The first point should be obvious (even if it’s not yet implemented); while the second is more subtle: I want to make sure that the cards that are in this game are all completely balanced against one another, and that there’s no overpowered card in this game. (This can be evaluated by investigating the weights and win percentages given various strategies as the system plays itself and learns.)

Architecture

Each ~titans.ai.strategy.StandardStrategy object is a feedforward neural network that maps from the game’s current state (described as the number of cards in each game ~titans.ai.enum.Zone) to the decision that should be made (e.g. awaken such-and-such card, or choose to do nothing). Each ~titans.ai.player.Player has multiple strategy objects: one for each type of decision they make (e.g. they’d have one for awakening cards and a seperate one for playing cards).

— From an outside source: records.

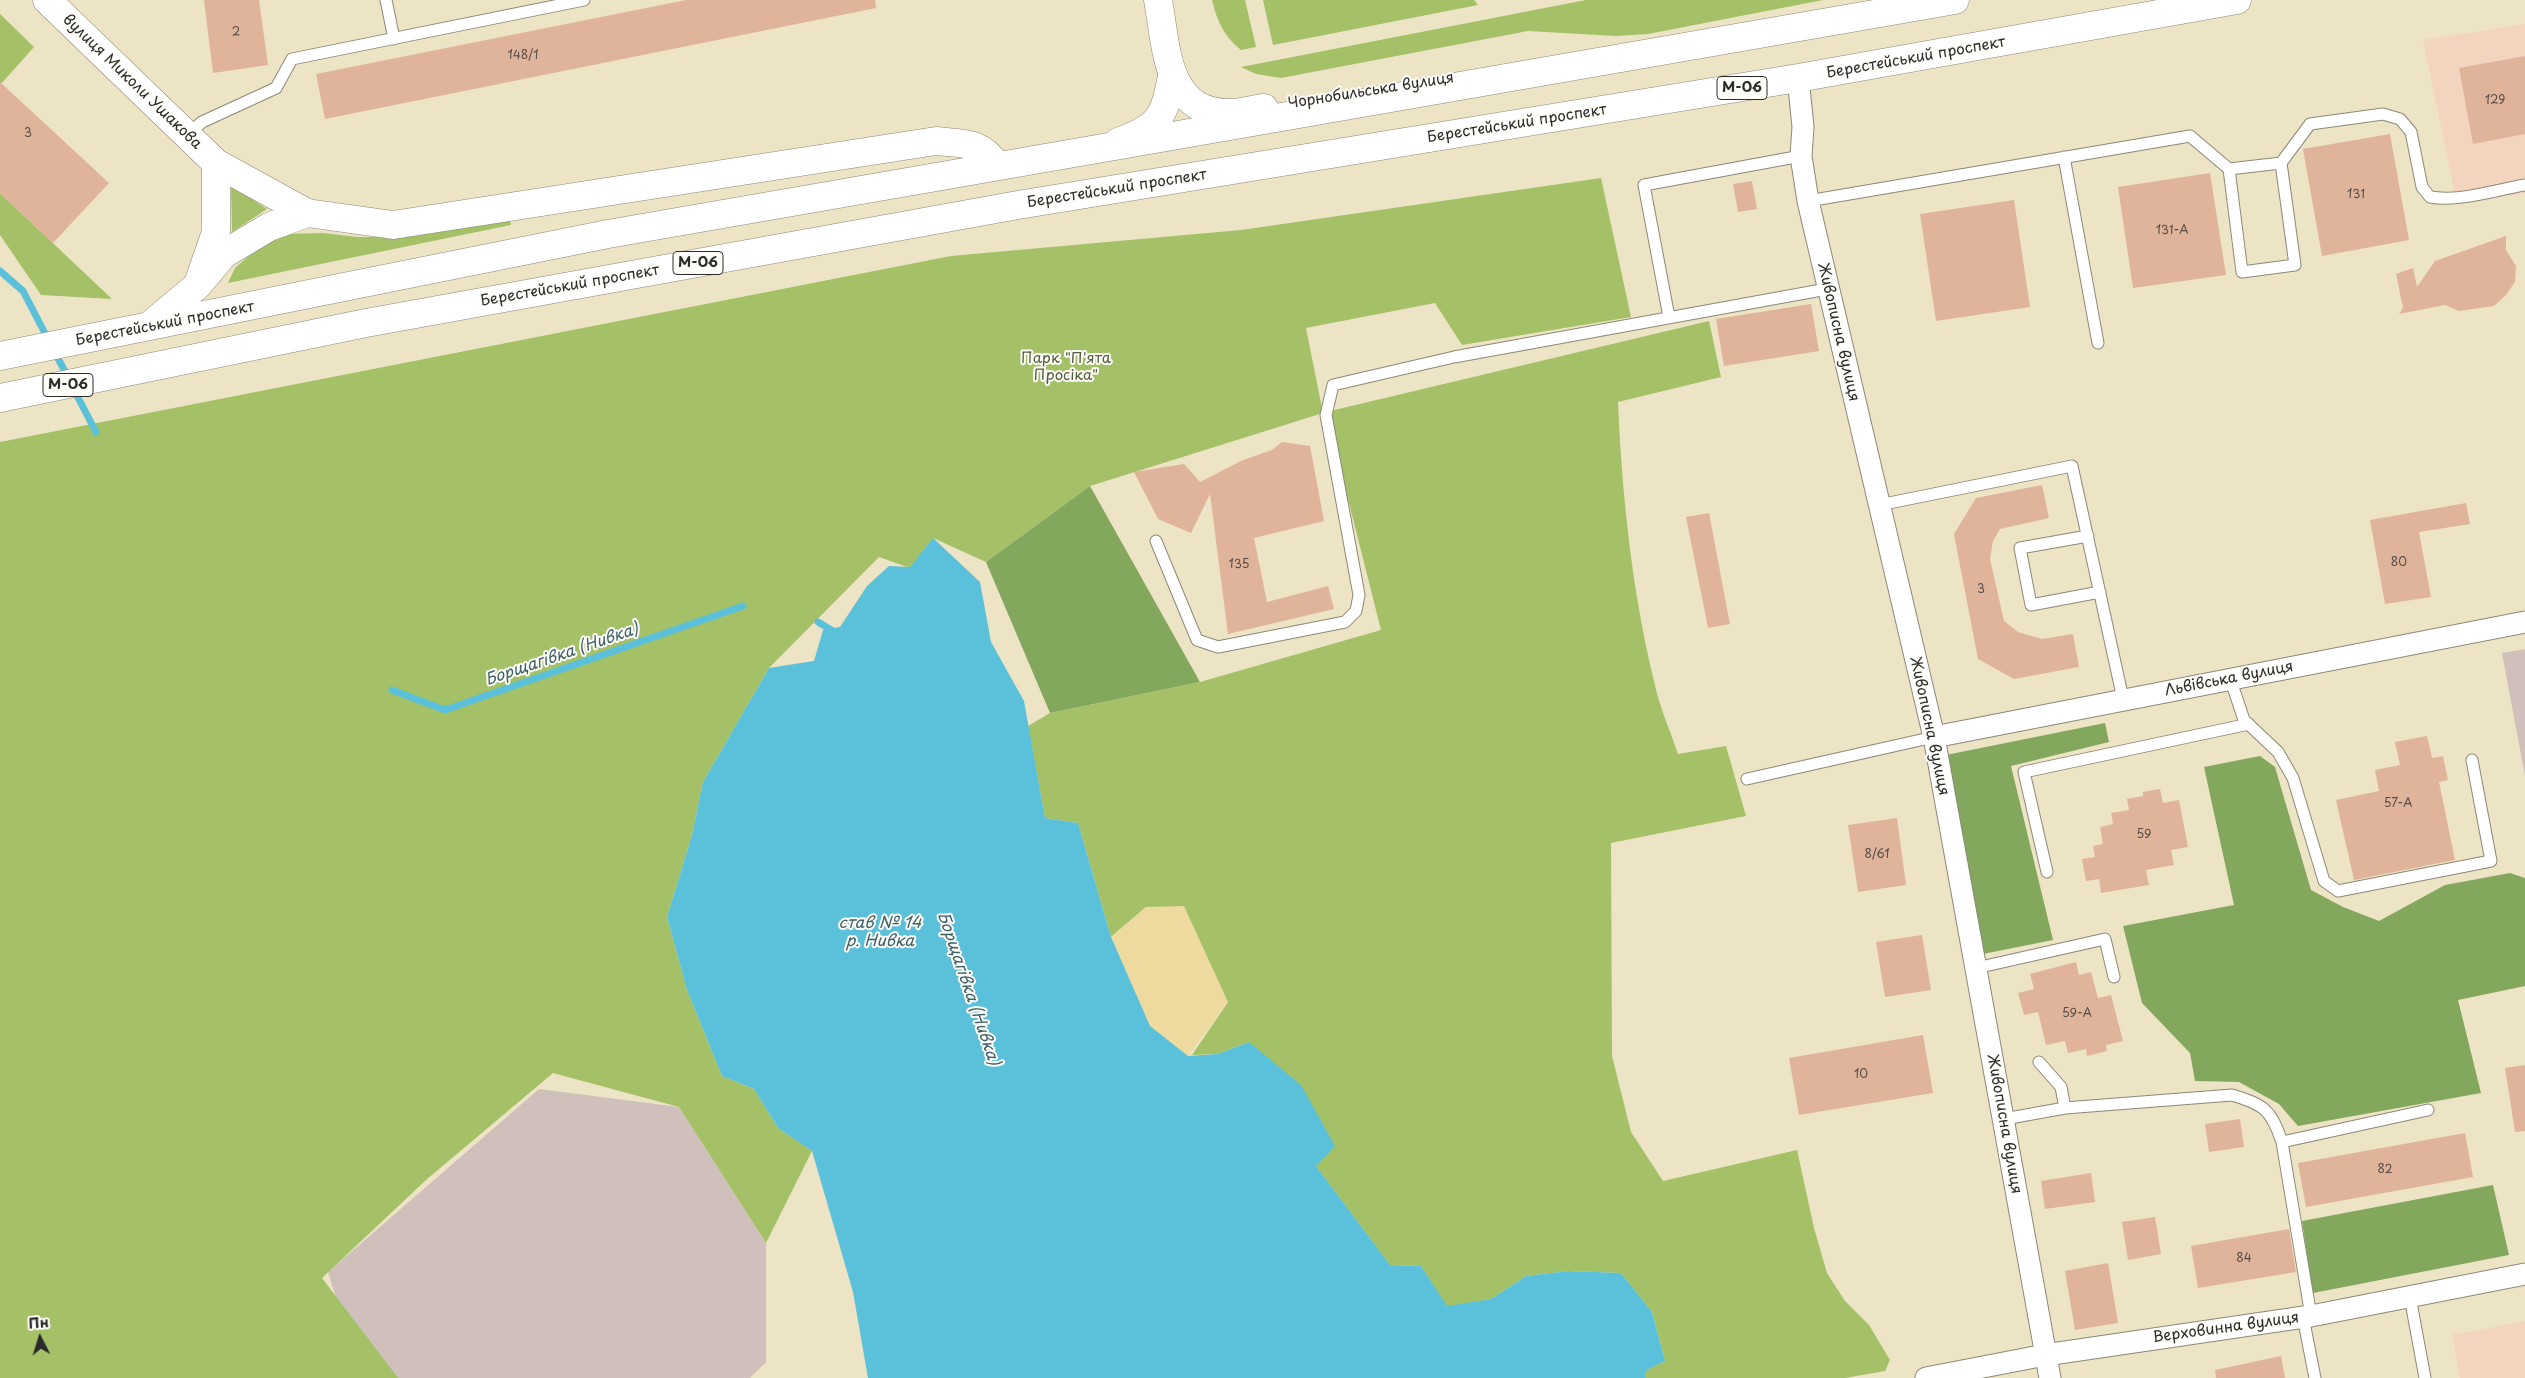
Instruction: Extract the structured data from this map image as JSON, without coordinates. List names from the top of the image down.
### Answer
{
  "streets": {
    "main road": [
      "Берестейський проспект",
      "вулиця Миколи Ушакова",
      "М-06",
      "Чорнобильська вулиця"
    ],
    "street": ["Живописна вулиця", "Львівська вулиця", "Верховинна вулиця"]
  },
  "crossings": [
    ["Берестейський проспект", "Чорнобильська вулиця"],
    ["Берестейський проспект", "Живописна вулиця"],
    ["Живописна вулиця", "Львівська вулиця"],
    ["Живописна вулиця", "Верховинна вулиця"]
  ],
  "water": ["Борщагівка (Нивка)", "став № 14 р. Нивка"],
  "parks": ["Парк \"П'ята Просіка\""],
  "house_numbers": [
    "2",
    "148/1",
    "129",
    "3",
    "131",
    "131-А",
    "80",
    "135",
    "3",
    "57-А",
    "59",
    "8/61",
    "59-А",
    "10",
    "82",
    "84"
  ],
  "north": "top"
}
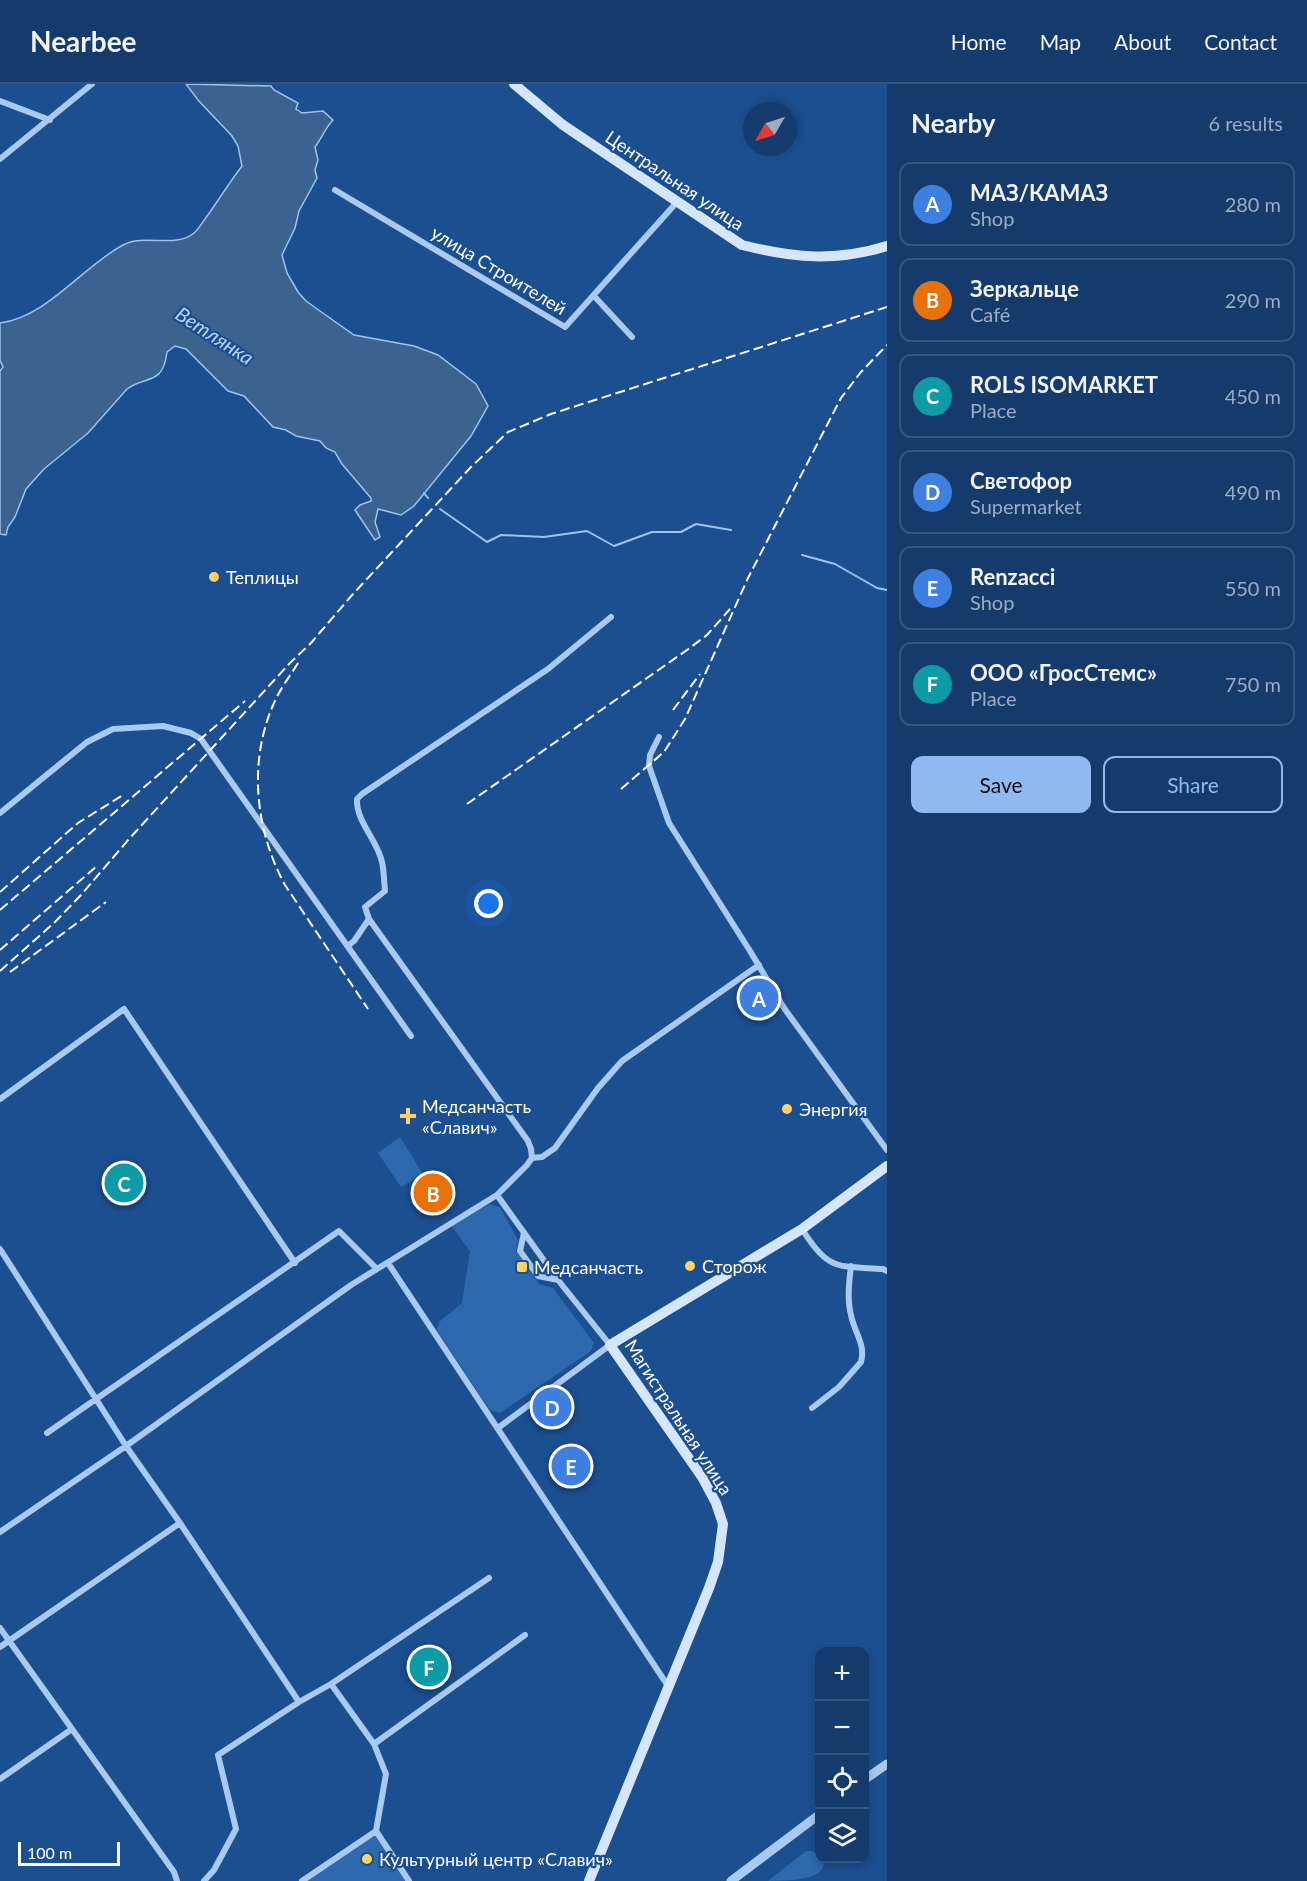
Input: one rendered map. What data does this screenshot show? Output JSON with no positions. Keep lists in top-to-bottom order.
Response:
{
  "streets": {
    "main road": ["Центральная улица", "Магистральная улица"],
    "street": ["улица Строителей"]
  },
  "crossings": [
    ["Центральная улица", "улица Строителей"]
  ],
  "water": ["Ветлянка"],
  "places": {
    "other": [
      "Теплицы",
      "Энергия",
      "Сторож",
      "Культурный центр «Славич»"
    ],
    "health": ["Медсанчасть «Славич»"],
    "transit": ["Медсанчасть"]
  },
  "scale_bar": "100 m",
  "north": "bottom left",
  "page": {
    "header": "Nearbee",
    "nav": [
      "Home",
      "Map",
      "About",
      "Contact"
    ],
    "heading": ["Nearby", "6 results"],
    "list": [
      {
        "mark": "A",
        "name": "МАЗ/КАМАЗ",
        "note": "Shop",
        "value": "280 m"
      },
      {
        "mark": "B",
        "name": "Зеркальце",
        "note": "Café",
        "value": "290 m"
      },
      {
        "mark": "C",
        "name": "ROLS ISOMARKET",
        "note": "Place",
        "value": "450 m"
      },
      {
        "mark": "D",
        "name": "Светофор",
        "note": "Supermarket",
        "value": "490 m"
      },
      {
        "mark": "E",
        "name": "Renzacci",
        "note": "Shop",
        "value": "550 m"
      },
      {
        "mark": "F",
        "name": "ООО «ГросСтемс»",
        "note": "Place",
        "value": "750 m"
      }
    ],
    "buttons": ["Save", "Share"],
    "pins": [
      "A",
      "C",
      "B",
      "D",
      "E",
      "F"
    ],
    "map_buttons": ["+", "−"],
    "scale": "100 m"
  }
}
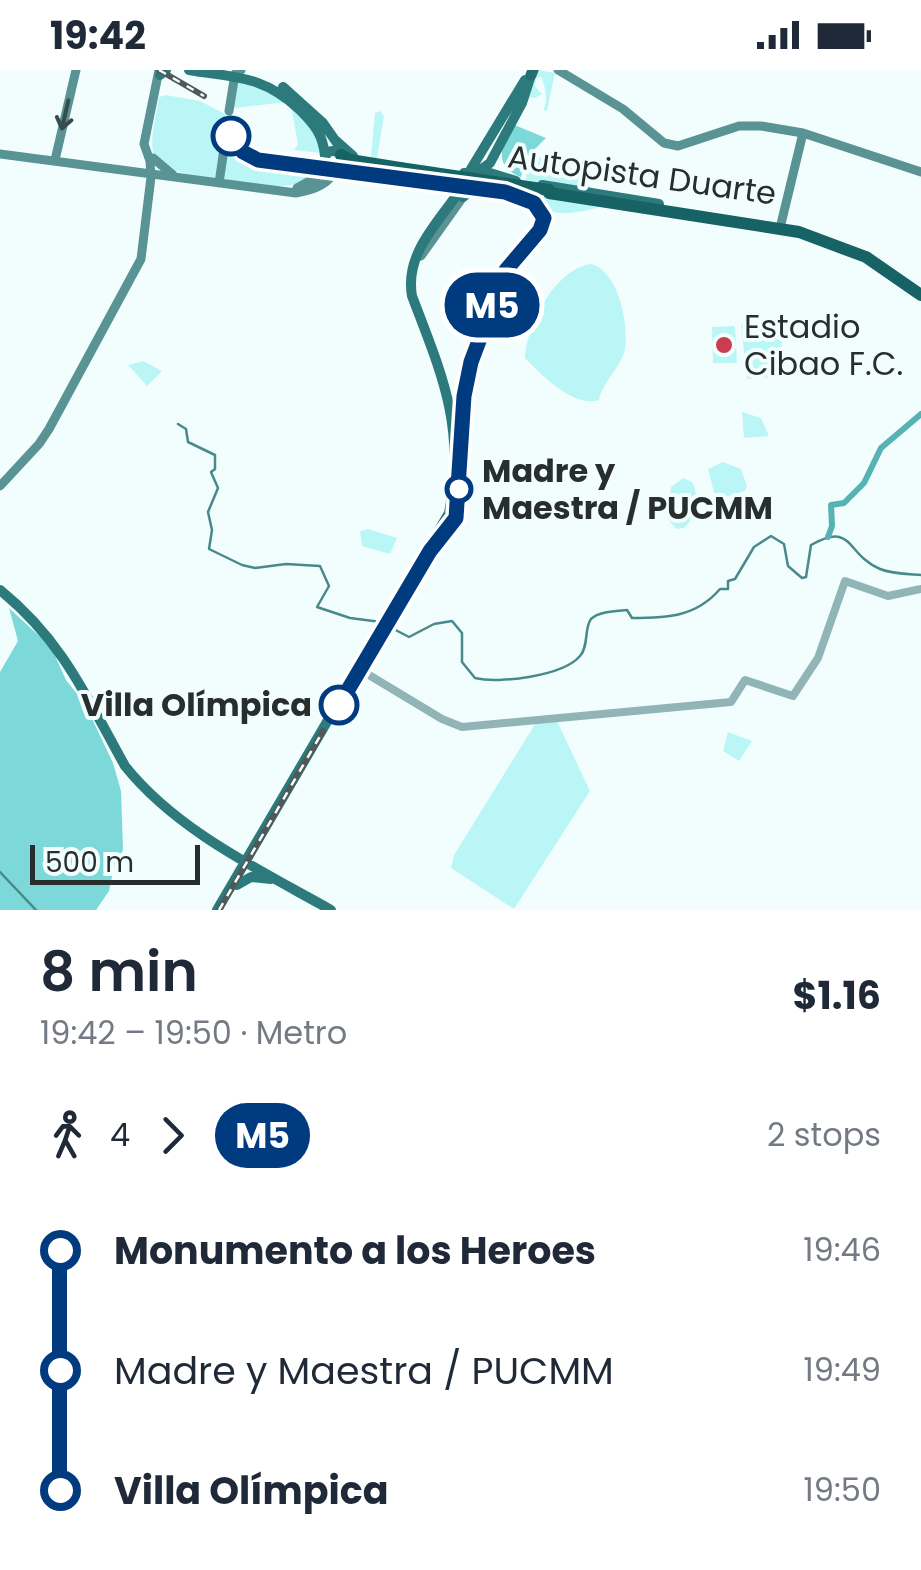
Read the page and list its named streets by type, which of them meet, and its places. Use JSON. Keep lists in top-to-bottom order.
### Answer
{
  "streets": {
    "highway": ["Autopista Duarte"]
  },
  "places": ["Estadio Cibao F.C.", "Madre y Maestra / PUCMM", "Villa Olímpica"],
  "lines": ["metro line M5"],
  "scale_bar": "500 m",
  "page": {
    "status": "19:42",
    "on_map": "M5",
    "scale": "500 m",
    "heading": ["8 min", "19:42 – 19:50 · Metro", "$1.16"],
    "legs": ["4", "M5", "2 stops"],
    "list": [
      {
        "name": "Monumento a los Heroes",
        "value": "19:46"
      },
      {
        "name": "Madre y Maestra / PUCMM",
        "value": "19:49"
      },
      {
        "name": "Villa Olímpica",
        "value": "19:50"
      }
    ]
  }
}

When training a strategy, each player starts with randomly-initialized neural networks (or with an explicit ~titans.ai.strategy.RandomStrategy state) and plays many games against another (virtual) player. During each game, each time a decision is made, the game state (neural network input) and the chosen decision (neural network output) is recorded. Additionally, at the completion of each game, each decision is labeled according to whether the player won or lost the game. These decisions can then be coalesced into a dataset: Each game state can be assigned labels for each decision based upon that decision’s win percentage. (Of course, most decisions will be labeled with np.NaN, since they did not occur during the game.)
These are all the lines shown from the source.